Political kidnappings

“Political kidnappings are much harder to manage from a corporate perspective, because the company is, to a large extent, powerless to meet the demands made by the kidnappers. They could be the withdrawal of troops, the release of fellow terrorists or political prisoners. There is little the company can do to exert influence on a government to fulfil those,” says Scurrell.

The picture can often be very confusing. In countries such as Algeria, Colombia, Pakistan, Afghanistan, Yemen and Somalia, criminal gangs may conduct the kidnap but then look to sell on the captives to militant or terrorist groups.

Meanwhile, some extremist groups may make political ransom demands initially, but would secretly settle for cash.

Advice from specialists

During a kidnap the advice of a trained consultant can be crucial.
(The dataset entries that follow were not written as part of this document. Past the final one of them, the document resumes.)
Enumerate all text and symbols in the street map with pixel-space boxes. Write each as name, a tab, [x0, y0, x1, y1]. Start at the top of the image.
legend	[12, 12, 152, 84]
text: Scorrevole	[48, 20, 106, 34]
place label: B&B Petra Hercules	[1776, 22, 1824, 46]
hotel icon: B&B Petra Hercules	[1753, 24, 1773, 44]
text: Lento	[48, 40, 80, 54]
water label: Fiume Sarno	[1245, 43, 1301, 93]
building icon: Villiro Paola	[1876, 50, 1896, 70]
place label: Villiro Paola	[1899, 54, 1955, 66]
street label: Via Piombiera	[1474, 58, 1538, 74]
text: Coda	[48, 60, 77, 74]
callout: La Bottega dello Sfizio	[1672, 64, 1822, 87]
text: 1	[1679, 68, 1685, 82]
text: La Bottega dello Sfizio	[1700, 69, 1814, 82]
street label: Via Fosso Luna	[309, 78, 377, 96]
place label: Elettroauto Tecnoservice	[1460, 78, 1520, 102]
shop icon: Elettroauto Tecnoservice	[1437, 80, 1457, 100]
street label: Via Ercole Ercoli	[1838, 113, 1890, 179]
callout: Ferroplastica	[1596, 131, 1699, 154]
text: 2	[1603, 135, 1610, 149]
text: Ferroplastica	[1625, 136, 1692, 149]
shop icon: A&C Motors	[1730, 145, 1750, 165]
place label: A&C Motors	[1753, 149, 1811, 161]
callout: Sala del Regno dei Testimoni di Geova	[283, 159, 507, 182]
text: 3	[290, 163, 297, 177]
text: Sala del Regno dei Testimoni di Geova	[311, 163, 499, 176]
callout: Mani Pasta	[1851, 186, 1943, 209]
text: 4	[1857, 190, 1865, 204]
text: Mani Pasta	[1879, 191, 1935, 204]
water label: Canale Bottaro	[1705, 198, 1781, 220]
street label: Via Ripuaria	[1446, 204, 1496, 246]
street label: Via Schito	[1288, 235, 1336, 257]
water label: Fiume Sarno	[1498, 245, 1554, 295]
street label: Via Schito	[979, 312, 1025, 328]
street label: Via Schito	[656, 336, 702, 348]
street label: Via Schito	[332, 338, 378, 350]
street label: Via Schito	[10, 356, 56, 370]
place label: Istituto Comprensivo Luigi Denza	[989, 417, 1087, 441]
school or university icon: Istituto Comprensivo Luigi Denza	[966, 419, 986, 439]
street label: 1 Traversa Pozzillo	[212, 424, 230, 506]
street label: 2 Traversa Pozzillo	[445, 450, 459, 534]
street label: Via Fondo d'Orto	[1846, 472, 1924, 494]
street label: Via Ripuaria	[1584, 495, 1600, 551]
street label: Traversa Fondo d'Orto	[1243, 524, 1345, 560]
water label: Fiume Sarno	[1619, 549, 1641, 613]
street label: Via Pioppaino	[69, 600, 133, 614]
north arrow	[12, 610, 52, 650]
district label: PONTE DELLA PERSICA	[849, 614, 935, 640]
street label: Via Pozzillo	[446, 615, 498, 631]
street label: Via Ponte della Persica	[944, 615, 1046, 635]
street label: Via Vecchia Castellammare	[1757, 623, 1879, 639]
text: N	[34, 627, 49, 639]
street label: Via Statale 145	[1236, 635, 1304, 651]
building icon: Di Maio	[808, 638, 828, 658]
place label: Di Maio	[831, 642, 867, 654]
They know the different groups and what their track records and motivations are, can help predict what the kidnappers’ next move may be and can offer guidance on how to negotiate with them.

Buying kidnap insurance guarantees access to consultants, who can be on the spot within 24 hours of the kidnap taking place.
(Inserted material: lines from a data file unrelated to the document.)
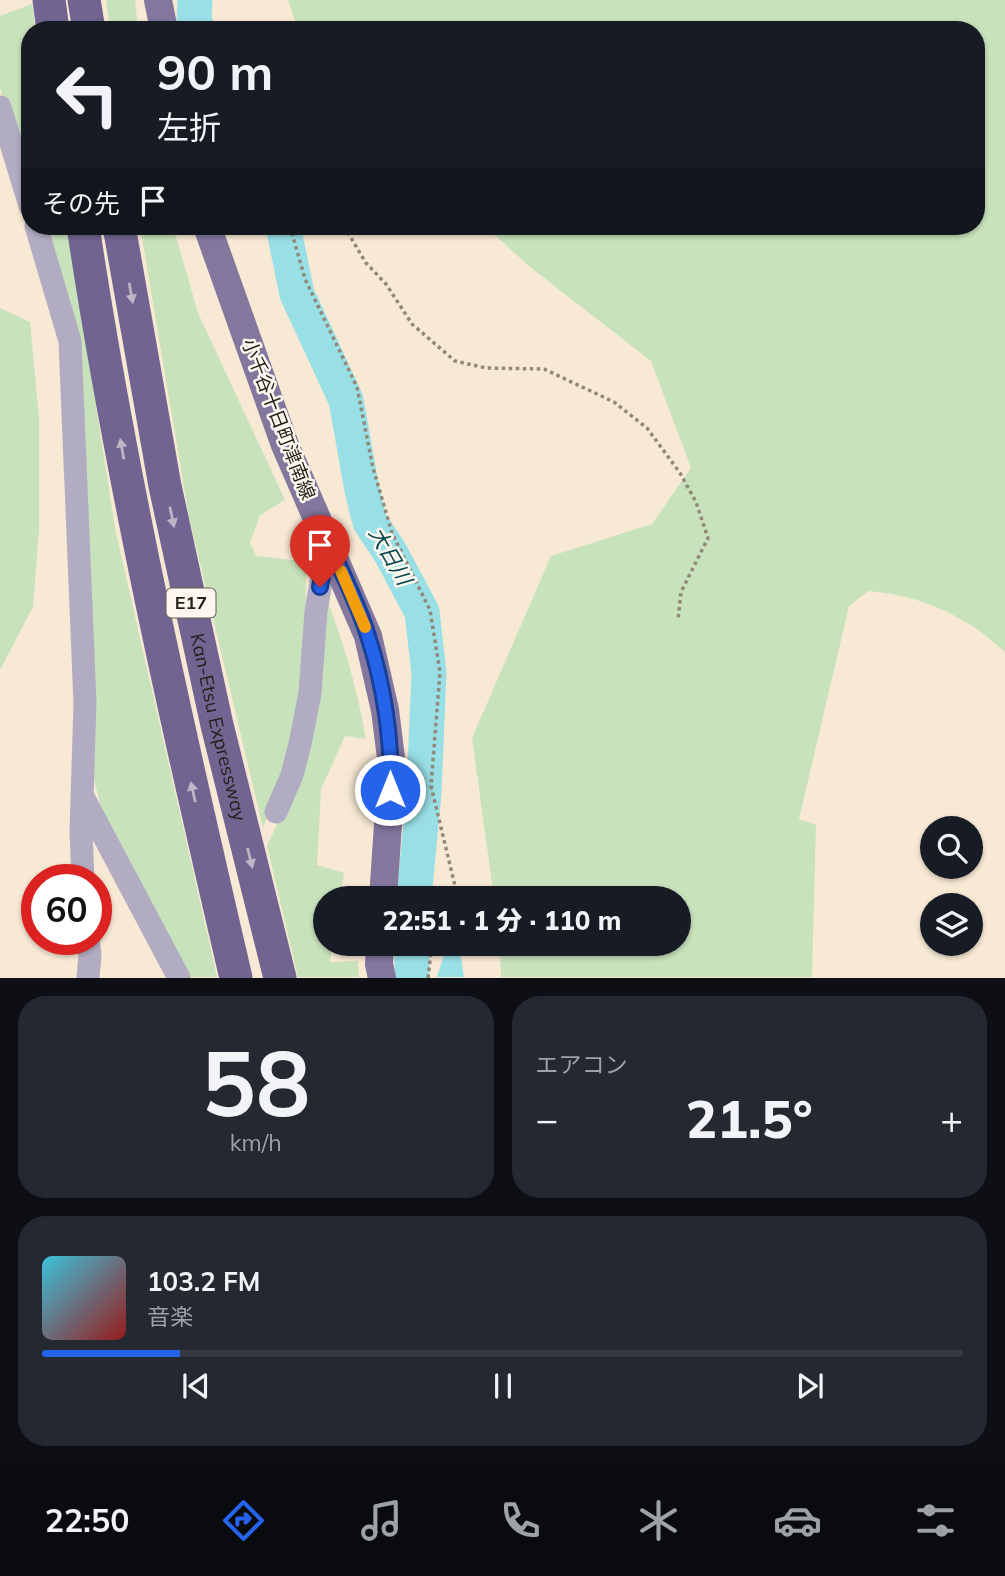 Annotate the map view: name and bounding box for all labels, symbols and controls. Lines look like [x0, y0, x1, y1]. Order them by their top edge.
text: 90 m [157, 41, 273, 102]
icon: left [42, 49, 133, 140]
text: 左折 [157, 107, 221, 147]
icon: arrive [134, 182, 172, 220]
text: その先 [42, 187, 120, 220]
one-way arrow [125, 282, 136, 304]
street label: 小千谷十日町津南線 [237, 335, 321, 503]
one-way arrow [116, 438, 127, 460]
one-way arrow [166, 506, 177, 528]
pin [290, 515, 350, 587]
water label: 大日川 [364, 522, 419, 591]
icon: arrive [301, 526, 339, 564]
road number: E17 [166, 588, 216, 618]
street label: Kan-Etsu Expressway [185, 631, 252, 823]
position arrow [353, 753, 427, 827]
one-way arrow [187, 781, 198, 803]
map controls [920, 816, 983, 956]
button: search [920, 816, 983, 879]
one-way arrow [245, 847, 256, 869]
speed limit sign: 60 [21, 864, 112, 955]
button: layers [920, 893, 983, 956]
text: 22:51 · 1 分 · 110 m [383, 904, 621, 937]
text: 58 [201, 1025, 310, 1139]
text: エアコン [536, 1050, 628, 1079]
text: 21.5° [686, 1086, 813, 1151]
text: − [536, 1095, 558, 1143]
text: + [940, 1095, 963, 1143]
text: km/h [230, 1128, 282, 1157]
text: 103.2 FM [147, 1265, 260, 1298]
text: 音楽 [147, 1302, 193, 1331]
icon: previous [177, 1367, 215, 1405]
icon: pause [484, 1367, 522, 1405]
icon: next [791, 1367, 829, 1405]
icon: directions [219, 1496, 268, 1545]
icon: music [357, 1496, 406, 1545]
icon: phone [496, 1496, 545, 1545]
icon: climate [634, 1496, 683, 1545]
icon: car [773, 1496, 822, 1545]
icon: filters [911, 1496, 960, 1545]
text: 22:50 [45, 1500, 129, 1540]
“I see that as the key benefit of the cover, particularly for companies. The largest companies can afford to pay a ransom. What they don’t have is the in-house expertise to negotiate kidnaps,” says Scurrell.

K&R cover

Insurers may pay all the fees and expenses of the consultant, as well as the additional expenses that the company or family may incur, including the victim’s salary, psychological care for the victim’s family or colleagues, medical expenses and rest and rehabilitation costs once the victim is released.

Underwriters may also reimburse their clients in the event that a ransom is paid. They may not always be paid in cash.

“It can mean building a road or a church. It could even be providing football kits. Providing it is legal—we won’t pay for arms or drugs – we will reimburse it,” says Guillaume Bonnissent, Special Risks Underwriter at Hiscox, the world’s largest provider of kidnap insurance.

If a ransom is paid insurers insist on the amount being kept secret. “We try to keep the price out of it. If it becomes known that a family has paid a very high ransom then they become a magnet for other criminals. It’s like the reverse of winning the lottery: you start to receive a lot of letters from extortionists,” says Bonnissent.

International kidnap problem

The international kidnap problem is unlikely to improve and could be set to deteriorate as the global recession continues to bite.

“The situation in Latin America is unlikely to improve, with the financial effects of the credit crunch likely to circumscribe governments’ capacity to invest in the improvements to security and judicial infrastructure needed to make a real difference,” says Control Risks.

The political instability that has seen kidnappings rise in Pakistan, Afghanistan, Iraq and other countries is also unlikely to disappear in the near future.

In a quickly moving international environment it is important for companies to be vigilant of the risk of kidnap for their employees, both foreign and local.

Extra training and bolstered security for vulnerable sites will help, but insurance can offer extra peace of mind.